Today, Trevor wakes up every morning and goes to the gym with our stepdad, where he lifts weights, rides the recumbent bike and does leg exercises in the pool. He then watches a few minutes of several different movies on TV until he has to go to therapy. During therapy, he works on his speech, writing and coloring. After therapy, he comes home, watches TV until dinner time and then after dinner, watches more TV. Throughout the course of the day, he takes a couple walks down the street and back. At any given time, if you ask Trevor what he did all day, he will respond with, “sit there.” The sad thing is he’s right; while he’s at home, all he does is sit there. It’s painful to watch my brother, who used to be one of the most active people I know, have no motivation to do anything. And even though I am so, so proud of his progress, it’s still heart-breaking to see him like this. I wish things were different. I wish he flew through this recovery as quickly as the last one. We’ve been told over and over again that this recovery is going to be a marathon. However, patience is something necessary for a marathon, and patience is a virtue I’ve never been blessed with.

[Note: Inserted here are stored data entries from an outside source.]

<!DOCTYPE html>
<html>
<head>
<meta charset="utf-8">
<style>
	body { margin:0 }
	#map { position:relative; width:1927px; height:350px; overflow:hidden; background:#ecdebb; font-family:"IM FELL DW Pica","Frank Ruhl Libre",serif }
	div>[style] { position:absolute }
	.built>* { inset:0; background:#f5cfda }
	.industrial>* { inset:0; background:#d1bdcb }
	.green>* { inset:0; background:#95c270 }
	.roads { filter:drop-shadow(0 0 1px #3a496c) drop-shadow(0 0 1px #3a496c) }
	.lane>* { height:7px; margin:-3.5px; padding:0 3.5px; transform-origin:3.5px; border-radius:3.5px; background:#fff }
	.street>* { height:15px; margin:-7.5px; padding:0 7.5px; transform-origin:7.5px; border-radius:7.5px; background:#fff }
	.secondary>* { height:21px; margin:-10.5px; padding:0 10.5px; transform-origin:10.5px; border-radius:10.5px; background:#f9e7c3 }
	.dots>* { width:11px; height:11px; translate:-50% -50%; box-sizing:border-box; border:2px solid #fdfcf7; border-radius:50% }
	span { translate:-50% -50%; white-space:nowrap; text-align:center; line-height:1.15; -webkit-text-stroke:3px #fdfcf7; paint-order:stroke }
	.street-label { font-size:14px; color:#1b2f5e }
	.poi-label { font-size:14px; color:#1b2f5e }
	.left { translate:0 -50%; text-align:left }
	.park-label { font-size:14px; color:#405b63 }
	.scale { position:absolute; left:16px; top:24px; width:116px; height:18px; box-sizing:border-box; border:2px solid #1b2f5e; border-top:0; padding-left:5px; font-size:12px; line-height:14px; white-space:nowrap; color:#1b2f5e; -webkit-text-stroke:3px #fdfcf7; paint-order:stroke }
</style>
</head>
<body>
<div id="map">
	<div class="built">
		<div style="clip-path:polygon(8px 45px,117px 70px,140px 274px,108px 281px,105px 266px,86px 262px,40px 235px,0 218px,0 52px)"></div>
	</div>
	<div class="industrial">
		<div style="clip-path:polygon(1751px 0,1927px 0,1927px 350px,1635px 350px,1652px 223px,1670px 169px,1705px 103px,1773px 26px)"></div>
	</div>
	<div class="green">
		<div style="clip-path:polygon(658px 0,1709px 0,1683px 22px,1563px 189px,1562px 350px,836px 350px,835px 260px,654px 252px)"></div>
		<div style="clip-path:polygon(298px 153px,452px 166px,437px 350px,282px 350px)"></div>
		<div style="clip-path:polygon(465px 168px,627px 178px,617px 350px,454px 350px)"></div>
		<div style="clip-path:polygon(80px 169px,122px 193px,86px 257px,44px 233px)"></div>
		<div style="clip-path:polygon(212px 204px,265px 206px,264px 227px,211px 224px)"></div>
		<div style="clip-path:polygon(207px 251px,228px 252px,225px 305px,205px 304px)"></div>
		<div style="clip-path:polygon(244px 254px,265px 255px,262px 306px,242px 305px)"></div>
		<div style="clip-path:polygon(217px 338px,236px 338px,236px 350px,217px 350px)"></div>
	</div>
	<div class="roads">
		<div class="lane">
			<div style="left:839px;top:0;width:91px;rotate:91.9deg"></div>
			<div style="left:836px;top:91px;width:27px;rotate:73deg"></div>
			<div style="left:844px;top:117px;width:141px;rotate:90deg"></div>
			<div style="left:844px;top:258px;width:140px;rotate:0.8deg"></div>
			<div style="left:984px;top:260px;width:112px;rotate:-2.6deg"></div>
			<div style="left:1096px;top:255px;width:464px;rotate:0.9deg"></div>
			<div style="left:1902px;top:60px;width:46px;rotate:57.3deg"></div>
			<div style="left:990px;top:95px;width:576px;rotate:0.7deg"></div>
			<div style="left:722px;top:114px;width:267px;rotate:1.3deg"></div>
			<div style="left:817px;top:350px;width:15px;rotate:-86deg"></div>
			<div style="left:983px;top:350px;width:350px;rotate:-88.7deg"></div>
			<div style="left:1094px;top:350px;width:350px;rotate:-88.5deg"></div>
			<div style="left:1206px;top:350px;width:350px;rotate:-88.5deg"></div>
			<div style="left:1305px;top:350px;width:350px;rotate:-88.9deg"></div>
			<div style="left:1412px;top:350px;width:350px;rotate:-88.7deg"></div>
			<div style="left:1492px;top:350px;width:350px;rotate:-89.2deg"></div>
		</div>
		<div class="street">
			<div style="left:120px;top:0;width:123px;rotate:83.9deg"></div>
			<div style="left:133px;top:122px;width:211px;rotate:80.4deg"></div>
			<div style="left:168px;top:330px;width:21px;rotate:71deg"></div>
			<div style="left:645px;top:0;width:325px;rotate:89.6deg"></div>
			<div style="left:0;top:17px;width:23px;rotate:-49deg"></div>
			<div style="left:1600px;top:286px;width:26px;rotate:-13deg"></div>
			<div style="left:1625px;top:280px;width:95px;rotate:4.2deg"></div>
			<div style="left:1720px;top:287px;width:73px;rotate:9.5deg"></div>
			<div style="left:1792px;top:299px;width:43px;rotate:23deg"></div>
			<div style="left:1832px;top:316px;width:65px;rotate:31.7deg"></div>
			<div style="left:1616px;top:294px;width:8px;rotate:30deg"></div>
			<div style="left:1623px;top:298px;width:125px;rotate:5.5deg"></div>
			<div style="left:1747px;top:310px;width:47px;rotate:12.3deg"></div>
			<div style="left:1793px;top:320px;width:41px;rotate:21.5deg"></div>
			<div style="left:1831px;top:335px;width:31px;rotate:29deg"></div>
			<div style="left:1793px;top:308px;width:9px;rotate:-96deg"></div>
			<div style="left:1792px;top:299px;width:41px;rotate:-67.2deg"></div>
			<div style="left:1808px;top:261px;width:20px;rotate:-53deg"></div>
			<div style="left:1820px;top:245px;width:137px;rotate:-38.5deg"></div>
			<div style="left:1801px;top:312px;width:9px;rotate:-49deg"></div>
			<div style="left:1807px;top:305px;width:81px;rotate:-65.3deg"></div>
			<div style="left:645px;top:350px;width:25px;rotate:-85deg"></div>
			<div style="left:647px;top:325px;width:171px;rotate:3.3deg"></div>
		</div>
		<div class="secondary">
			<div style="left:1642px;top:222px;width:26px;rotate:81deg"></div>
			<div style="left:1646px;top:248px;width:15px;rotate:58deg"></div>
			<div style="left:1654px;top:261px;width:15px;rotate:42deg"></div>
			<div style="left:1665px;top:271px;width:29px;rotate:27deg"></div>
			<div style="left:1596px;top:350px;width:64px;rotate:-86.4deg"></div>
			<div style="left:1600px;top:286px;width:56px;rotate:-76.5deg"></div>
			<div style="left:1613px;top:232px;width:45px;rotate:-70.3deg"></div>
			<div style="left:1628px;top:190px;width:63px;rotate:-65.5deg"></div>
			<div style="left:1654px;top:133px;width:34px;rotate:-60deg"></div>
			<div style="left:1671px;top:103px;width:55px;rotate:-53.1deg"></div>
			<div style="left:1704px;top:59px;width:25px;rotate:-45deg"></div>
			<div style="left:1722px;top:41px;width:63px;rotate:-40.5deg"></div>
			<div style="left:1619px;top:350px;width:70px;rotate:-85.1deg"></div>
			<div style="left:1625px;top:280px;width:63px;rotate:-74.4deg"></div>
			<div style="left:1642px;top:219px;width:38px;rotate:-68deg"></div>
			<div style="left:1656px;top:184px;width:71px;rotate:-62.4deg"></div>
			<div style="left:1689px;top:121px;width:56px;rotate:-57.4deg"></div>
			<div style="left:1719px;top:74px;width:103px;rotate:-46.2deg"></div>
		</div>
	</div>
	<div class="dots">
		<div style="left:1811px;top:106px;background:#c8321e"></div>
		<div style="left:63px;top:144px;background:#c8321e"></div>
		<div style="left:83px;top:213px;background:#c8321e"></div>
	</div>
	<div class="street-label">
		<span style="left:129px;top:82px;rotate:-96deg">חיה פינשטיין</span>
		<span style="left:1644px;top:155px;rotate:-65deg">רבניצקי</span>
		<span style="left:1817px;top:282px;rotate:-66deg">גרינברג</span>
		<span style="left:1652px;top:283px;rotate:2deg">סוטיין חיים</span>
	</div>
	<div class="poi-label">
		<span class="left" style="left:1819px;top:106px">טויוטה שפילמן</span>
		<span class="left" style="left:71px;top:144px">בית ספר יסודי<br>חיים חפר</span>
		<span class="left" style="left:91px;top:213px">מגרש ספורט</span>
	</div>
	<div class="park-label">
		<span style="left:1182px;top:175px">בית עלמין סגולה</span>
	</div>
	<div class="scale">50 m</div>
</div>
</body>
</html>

I still don’t know what’s in store for Trevor’s future but I do know that he has surpassed my expectations in every way possible. The past six months have by far been the longest, most difficult and draining months of my life but they’ve also been the most exciting, fulfilling and miraculous. Trevor continues to amaze me with his dedication, positive attitude, stubbornness and sense of humor. I can’t wait to see where he’s at six months from now!